Use this Physics Regents Score Calculator to estimate your New York State Physics Regents scale score from a raw score. The calculator supports the legacy Physical Setting/Physics Regents and the newer Physical Science: Physics Regents. Physical Setting/Physics mode uses the latest publicly posted NYSED conversion chart available for June 2025, while Physical Science: Physics mode is a clearly marked planning estimate until the official 2026 conversion chart is released.

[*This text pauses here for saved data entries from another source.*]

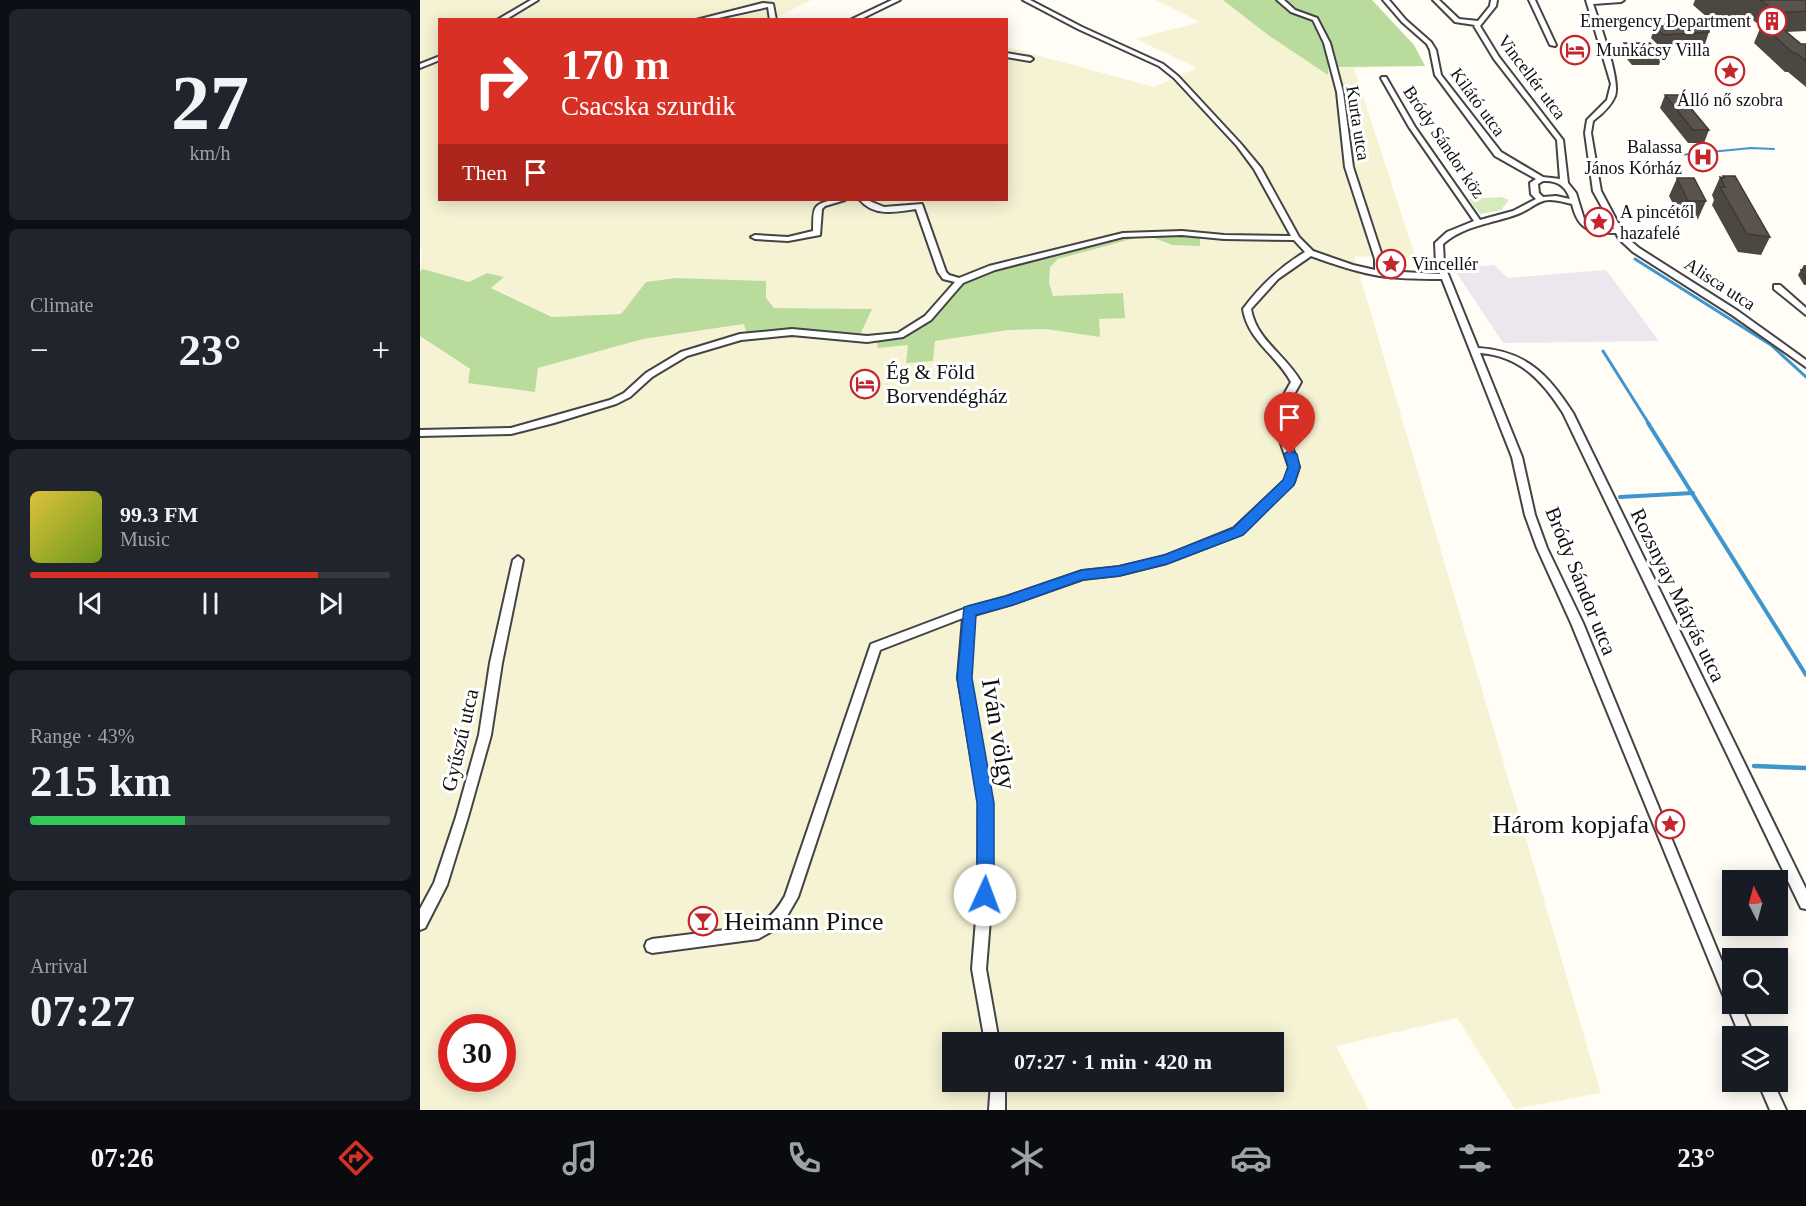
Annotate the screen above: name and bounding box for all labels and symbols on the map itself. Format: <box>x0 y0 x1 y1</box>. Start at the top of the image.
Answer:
building icon: Emergency Department <box>1756 5 1788 37</box>
place label: Emergency Department <box>1580 11 1751 31</box>
street label: Vincellér utca <box>1494 31 1570 123</box>
hotel icon: Munkácsy Villa <box>1559 34 1591 66</box>
place label: Munkácsy Villa <box>1596 40 1710 60</box>
place icon: Álló nő szobra <box>1714 55 1746 87</box>
street label: Kilátó utca <box>1447 64 1509 140</box>
street label: Bródy Sándor köz <box>1399 82 1489 202</box>
street label: Kurta utca <box>1342 84 1374 162</box>
place label: Álló nő szobra <box>1677 89 1783 110</box>
place label: Balassa János Kórház <box>1585 137 1682 178</box>
hospital icon: Balassa János Kórház <box>1687 141 1719 173</box>
place label: A pincétől hazafelé <box>1620 202 1695 243</box>
place icon: A pincétől hazafelé <box>1583 206 1615 238</box>
place icon: Vincellér <box>1375 248 1407 280</box>
place label: Vincellér <box>1412 254 1478 274</box>
street label: Alisca utca <box>1681 254 1759 314</box>
place label: Ég & Föld Borvendégház <box>886 360 1007 408</box>
hotel icon: Ég & Föld Borvendégház <box>849 368 881 400</box>
pin <box>1264 392 1315 454</box>
street label: Bródy Sándor utca <box>1540 503 1622 659</box>
street label: Rozsnyay Mátyás utca <box>1626 504 1731 686</box>
street label: Iván völgy <box>976 676 1022 792</box>
street label: Gyűszű utca <box>437 686 484 794</box>
place icon: Három kopjafa <box>1654 808 1686 840</box>
place label: Három kopjafa <box>1492 810 1649 839</box>
position arrow <box>953 863 1017 927</box>
north arrow <box>1722 870 1788 936</box>
bar icon: Heimann Pince <box>687 905 719 937</box>
place label: Heimann Pince <box>724 907 884 936</box>
speed limit sign: 30 <box>438 1014 516 1092</box>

The Physics Regents is not scored as a simple percentage. A student earns raw-score credits first, and the final Regents scale score is found through a conversion chart for that exact exam administration. This tool gives students, parents, teachers, and tutors a practical way to estimate performance, plan retakes, and identify the fastest path to raw-score improvement.

85 Legacy Physical Setting/Physics raw maximum
49 Raw score for 65 on June 2025 public chart
45–55 Expected question range for Physical Science: Physics
3 hrs Standard testing time

Quick exam facts

Public chart mode: Physical Setting/Physics June 2025 conversion chart.

New exam mode: Physical Science: Physics NYSP-12SLS planning estimate.

June 2026 dates: Physical Science: Physics on June 10; Physical Setting/Physics on June 25.

Important: Use the official conversion chart for the exact exam administration when NYSED releases it.

Calculate your Physics Regents score

\[ \text{Scale Score} = f(\text{Total Raw Score}) \]

Physical Setting/Physics section totals

\[ \text{Physical Setting Raw Score} = A + B_1 + B_2 + C \] \[ \text{Maximum Raw Score} = 35 + 15 + 15 + 20 = 85 \]

Physical Science: Physics planning section totals

\[ \text{Physical Science Raw Score} = \text{MC Credits} + \text{CR Credits} \] \[ \text{Estimated Scale Score} = f\left(\operatorname{round}\left(\frac{\text{Raw Score}}{\text{Practice Max}}\times85\right)\right) \]
\[ \text{Projected Raw Score} = \text{Current Raw Score} + \Delta \text{Raw Points} \]
Physical Setting/Physics mode uses the latest publicly posted NYSED conversion chart available for June 2025. Use a newer chart when NYSED releases it for another administration.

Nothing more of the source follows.